Project Summary: Capsular fibrosis is an excessive fibrotic response of the cells surrounding breast implants that results in pain, deformity and rupture. Post-mastectomy radiation (PMRT) has been shown to increase the risk for capsular fibrosis after implant-based breast reconstruction by 4-times. Effective pharmacological treatment options that can treat or prevent capsular fibrosis have not been developed so far. Fibrosis of the skin after dermal injury has been shown to be related to elevated mechanical forces that trigger cellular mechanotransduction pathways, such as the focal adhesion kinase (FAK) pathway, which promotes excessive scar formation. Using small and large animal models, our group has demonstrated that pharmacological inhibition of the FAK pathway significantly reduces fibrosis, while promoting regenerative fibroblast subpopulations that induce healing of deep dermal injuries. The FAK pathway has also been shown to induce cellular adhesion in response to radiation, hence it is likely that mechanical signaling pathways also play a critical role in radiation-induced periprosthetic capsular fibrosis. Our understanding of how radiation affects capsular fibrosis on the molecular level still remains largely incomplete; hence there is an urgent need for more in-depth investigations of signaling pathways and specific cell populations that are drivers of radiation-induced fibrosis and sustain the profibrotic effects of radiation within the tissue long-term. This proposal aims to investigate the molecular mechanisms and changes in cellular subpopulations that underly radiation-induced fibrosis around biomedical implants and are the drivers behind increased complication rates in the setting of implant-based breast reconstruction. To achieve Aim 1, we will analyze irradiated and non-irradiated human breast capsule specimens using single-cell RNA sequencing (scRNASeq) to uncover transcriptional changes at the single-cell level that are induced by radiation. For Aim 2 we plan to investigate whether inhibition of cellular mechanotransduction using FAK-I is effective to mitigate radiation-induced fibrosis around silicone implants using a translational mouse model of foreign body response. Together, the proposed work will comprehensively define the molecular impact of radiation on periprosthetic capsular fibrosis and will provide novel strategies for the development of effective therapeutics to reduce capsular fibrosis after PMRT.
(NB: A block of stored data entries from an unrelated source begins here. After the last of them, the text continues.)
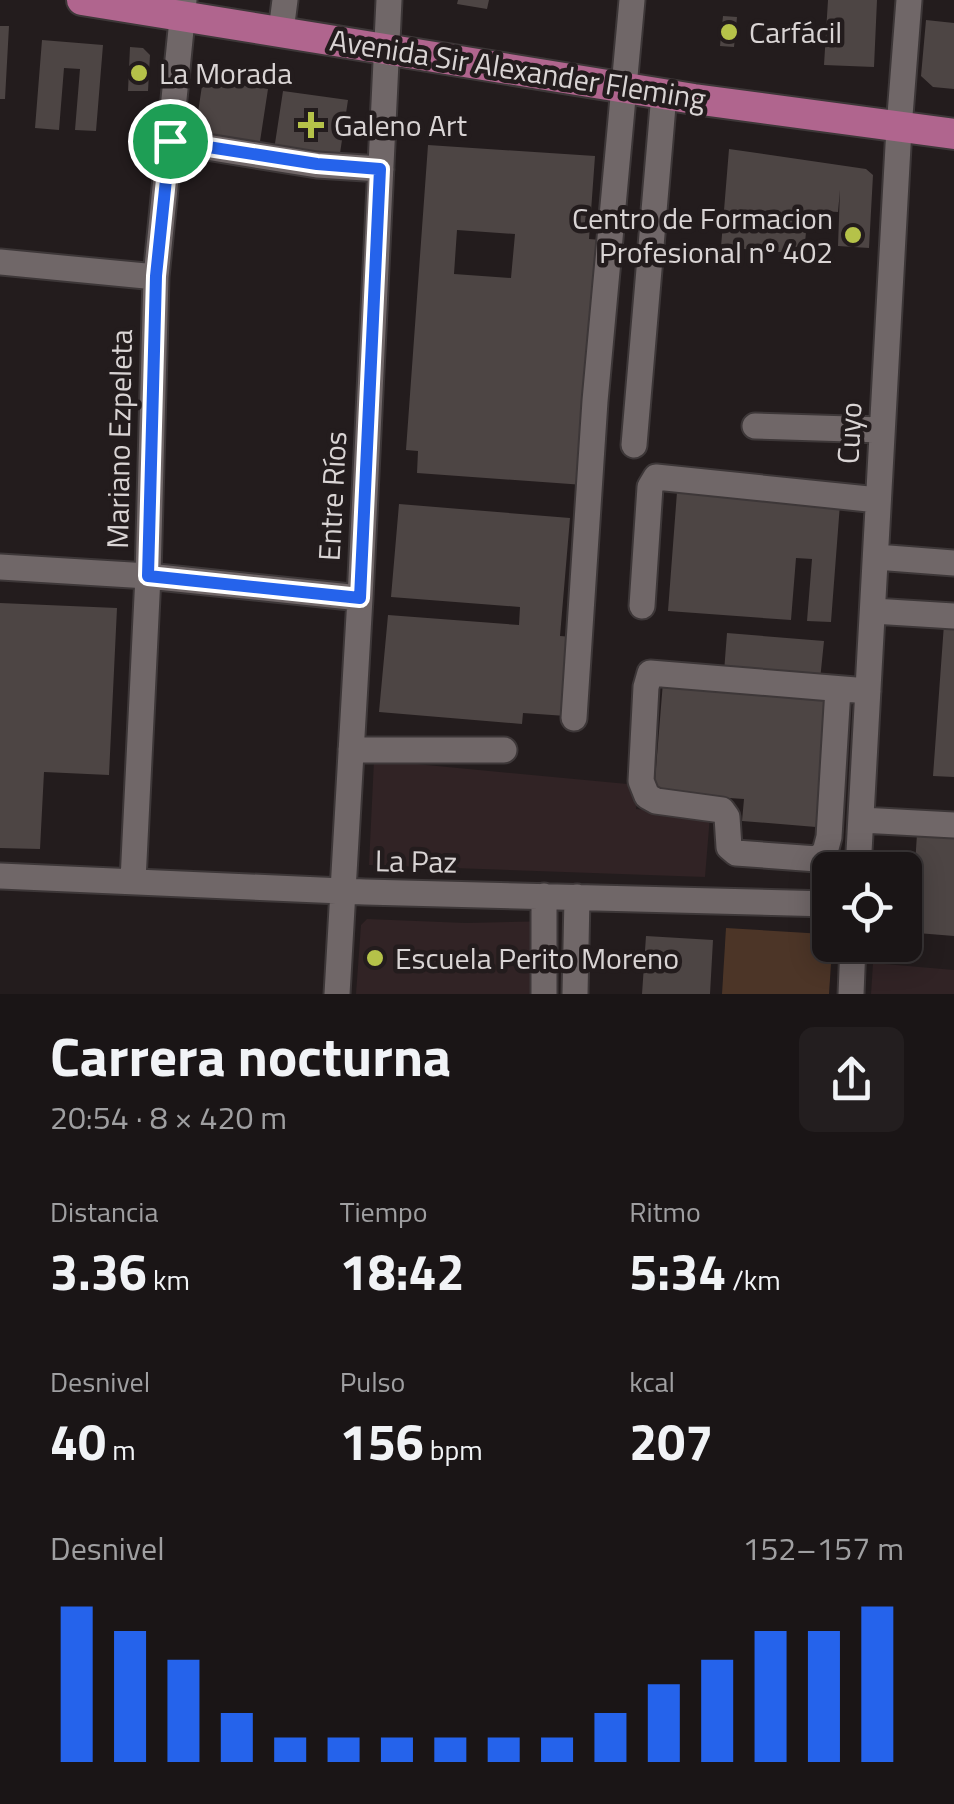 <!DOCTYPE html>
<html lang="es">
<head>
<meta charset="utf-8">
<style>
  :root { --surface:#1a1516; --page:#231e1f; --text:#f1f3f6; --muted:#9f9fa1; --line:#383435; --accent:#2563eb }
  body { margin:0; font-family:"Titillium Web",sans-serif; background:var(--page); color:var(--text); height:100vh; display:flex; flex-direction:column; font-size:38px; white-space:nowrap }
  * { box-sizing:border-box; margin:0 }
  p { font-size:32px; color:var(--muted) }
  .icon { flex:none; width:55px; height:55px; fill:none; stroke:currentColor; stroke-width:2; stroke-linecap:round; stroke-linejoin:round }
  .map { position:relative; height:994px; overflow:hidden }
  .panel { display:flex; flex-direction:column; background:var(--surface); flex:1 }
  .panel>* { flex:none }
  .tools { position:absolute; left:812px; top:852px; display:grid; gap:20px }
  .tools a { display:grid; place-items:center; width:110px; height:110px; border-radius:15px; background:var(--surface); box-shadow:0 5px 25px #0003,0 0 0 2px var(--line); font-size:50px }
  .pin { position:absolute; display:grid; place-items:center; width:85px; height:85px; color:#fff; margin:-42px; border:5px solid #fff; border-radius:50%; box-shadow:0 2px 10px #0007 }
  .round { display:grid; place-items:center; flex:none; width:105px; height:105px; border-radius:15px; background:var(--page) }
  .headline { display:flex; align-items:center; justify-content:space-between; height:170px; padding:0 50px }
  h1 { font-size:55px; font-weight:700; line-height:75px }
  .stats { display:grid; grid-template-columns:repeat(3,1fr); gap:15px; height:170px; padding:10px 50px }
  .stats div { display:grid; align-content:center }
  .stats b { font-size:50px; font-weight:700 }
  .stats small { font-size:28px; font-weight:400 }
  .stats p { font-size:28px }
  .chart { height:280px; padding:20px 50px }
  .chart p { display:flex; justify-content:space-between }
  .chart svg { width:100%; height:180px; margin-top:10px; stroke:var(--accent); stroke-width:6 }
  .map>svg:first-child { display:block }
</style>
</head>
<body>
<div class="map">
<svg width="954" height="994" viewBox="0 0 954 994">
  <rect width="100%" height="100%" fill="#231c1d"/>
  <path fill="#312325" d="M374 760 638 785 636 809 710 816 705 877 369 865Z
    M367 919 466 923 554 921 550 994H356L361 925Z
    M873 963 954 970V994H871Z"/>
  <path fill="#4c3527" d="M726 928 824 934 832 948 829 994H722Z"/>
  <path fill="#4d4544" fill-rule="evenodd" d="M458 0H489L487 9 457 4Z
    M828 0H877L874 67 824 65Z
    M723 16 737 17 734 47 720 46Z
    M926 20 954 23V89L933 87 921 76Z
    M0 26H9L5 99H0Z
    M42 40 103 45 96 131 75 130 80 69 64 68 59 130 35 128Z
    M130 47 143 48 150 55 148 91H128Z
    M203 79 268 89 259 148 194 139Z
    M283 91 348 100 339 160 274 150Z
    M428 145 595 156 589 239 601 240 584 485 417 473 418 451 406 450ZM457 230 515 234 511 278 454 274Z
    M729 149 866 169 873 175 869 248 838 246 840 190 838 212 808 210 804 254 721 247Z
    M677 492 840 504 831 622 807 621 812 559 796 558 791 620 668 611Z
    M399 504 570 518 560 636 573 637 566 716 523 713 522 724 379 712 388 615 519 625 520 607 391 597Z
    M0 603 117 608 109 775 44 772 40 849 0 848Z
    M944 624 954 625V777L933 776Z
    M727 633 824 641 820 680 724 672Z
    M663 682 826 694 816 827 742 821 744 799 654 793Z
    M917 834 954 837V936L905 932V870H900L901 864 915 865Z
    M646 936 713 940 710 994H642Z"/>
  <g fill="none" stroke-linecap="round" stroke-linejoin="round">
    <defs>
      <path id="minor" d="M281 31 285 0
        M170 141 317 165 381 169
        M0 262 156 277
        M755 426 882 430
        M634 445 664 94
        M876 557 954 563
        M0 567 148 576 360 598
        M642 606 650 487 656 477 878 500
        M873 611 954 616
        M838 689 829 837 825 852 817 859 736 853 729 847 727 817 722 810 656 801 647 796 641 781 646 687 650 673 868 691
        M574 718 595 401 632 0
        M351 750H504
        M861 820 954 825
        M858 870 899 128 909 0
        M0 876 365 892 830 904
        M133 881 148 576 156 277 184 0
        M544 896V994
        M337 994 360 598 389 0
        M575 994 577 897
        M851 994 853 945"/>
      <path id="major" d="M82 0 694 99 954 134"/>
    </defs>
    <use href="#minor" stroke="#3d3738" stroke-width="29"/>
    <use href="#major" stroke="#3d3738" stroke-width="34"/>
    <use href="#minor" stroke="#706768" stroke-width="25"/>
    <use href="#major" stroke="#b0658e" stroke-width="30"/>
  </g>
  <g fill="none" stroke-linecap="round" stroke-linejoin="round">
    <defs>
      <path id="route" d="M170 141 317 164 380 169 360 598 148 576 156 276Z"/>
    </defs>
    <use href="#route" stroke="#fff" stroke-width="20"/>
    <use href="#route" stroke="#2563eb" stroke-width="12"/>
  </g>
  <g fill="#b5c249" stroke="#231c1d" stroke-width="4">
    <circle cx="729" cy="32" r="10"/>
    <circle cx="139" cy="73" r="10"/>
    <path d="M306 110h10v10h10v10h-10v10h-10v-10h-10v-10h10z"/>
    <circle cx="853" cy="235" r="10"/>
    <circle cx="375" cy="958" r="10"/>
  </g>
  <g text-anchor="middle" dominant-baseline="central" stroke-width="9" stroke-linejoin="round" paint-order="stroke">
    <g font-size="30" fill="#d9d4d4" stroke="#231c1d" text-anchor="start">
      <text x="749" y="32">Carfácil</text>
      <text x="159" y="73">La Morada</text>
      <text x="334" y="125">Galeno Art</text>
      <text x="833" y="218" text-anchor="end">Centro de Formacion<tspan x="833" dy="34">Profesional nº 402</tspan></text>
      <text x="395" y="958">Escuela Perito Moreno</text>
    </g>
    <g font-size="30" fill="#d9d4d4" stroke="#231c1d">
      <text transform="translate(518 69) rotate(9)">Avenida Sir Alexander Fleming</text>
      <text transform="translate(849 433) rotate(-87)">Cuyo</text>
      <text transform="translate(119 439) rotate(-89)">Mariano Ezpeleta</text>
      <text transform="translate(332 496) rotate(-87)">Entre Ríos</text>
      <text transform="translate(416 861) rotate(1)">La Paz</text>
    </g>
  </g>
</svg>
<div class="tools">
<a><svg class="icon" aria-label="locate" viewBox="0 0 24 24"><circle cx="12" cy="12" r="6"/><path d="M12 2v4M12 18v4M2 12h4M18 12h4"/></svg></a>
</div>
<div class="pin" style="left:170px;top:141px;background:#1e9e55"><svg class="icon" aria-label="arrive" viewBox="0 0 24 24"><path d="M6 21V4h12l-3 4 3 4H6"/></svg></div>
</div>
<section class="panel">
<div class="headline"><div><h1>Carrera nocturna</h1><p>20:54 · 8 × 420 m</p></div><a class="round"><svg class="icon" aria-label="share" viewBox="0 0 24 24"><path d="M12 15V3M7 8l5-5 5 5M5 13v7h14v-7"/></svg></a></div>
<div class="stats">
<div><p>Distancia</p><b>3.36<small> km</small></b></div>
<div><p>Tiempo</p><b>18:42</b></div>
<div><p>Ritmo</p><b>5:34<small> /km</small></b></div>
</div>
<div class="stats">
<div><p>Desnivel</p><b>40<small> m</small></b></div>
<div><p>Pulso</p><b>156<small> bpm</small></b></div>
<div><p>kcal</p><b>207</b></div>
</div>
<div class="chart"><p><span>Desnivel</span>152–157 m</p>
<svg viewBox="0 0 160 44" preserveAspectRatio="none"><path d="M5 44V6M15 44V12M25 44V19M35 44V32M45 44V38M55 44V38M65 44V38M75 44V38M85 44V38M95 44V38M105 44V32M115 44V25M125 44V19M135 44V12M145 44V12M155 44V6"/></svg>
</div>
</section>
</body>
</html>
Impact Statement: Millions of patients undergoing implant-based breast reconstruction and aesthetic breast surgery are affected by capsular contracture, which is an excessive fibrotic response the body generates around breast implants. Capsular fibrosis can lead to pain, asymmetry and implant rupture, and effective treatment approaches for this condition have not been developed so far. Pre- and post-mastectomy radiation increases the rate of capsular contracture even further. The goal of this proposal is to comprehensively characterize how radiation affects the cells around breast implants to identify new targets that can lead to the development of pharmacological therapies, which can prevent this condition in patients undergoing radiation therapy for breast cancer.

Biography
I was born in 1989 in Idar-Oberstein, Germany. Before entering medical school in 2007, I had aspired to become a professional piano player, winning a medal of excellence at an international contest in Paris. I studied medicine at Freiburg University as a scholar of the German National Academic Foundation and received a magna cum laude degree for my doctoral thesis at the Dept. of Thoracic and Cardiovascular Surgery at Saarland University, investigating gene expression in the aortic wall of patients with aortic valve malformations. Working on basic science research projects during medical school allowed me to gain hands-on experience in molecular genetic techniques. After graduating from Freiburg University in 2014 (overall grade: 1.0 – outstanding), I entered the integrated Plastic Surgery residency program at Heidelberg University (Chairman: Ulrich Kneser, MD) and continued basic science research on gene and microRNA expression in small and large animal models as well as human patients. I passed the USMLE Steps 1 – 3 and received the ECFMG certificate. For the years 2019 and 2020, I received a research scholarship from the German Research Foundation, giving me the opportunity to join Dr. Geoffrey C. Gurtner’s laboratory at Stanford as a postdoc.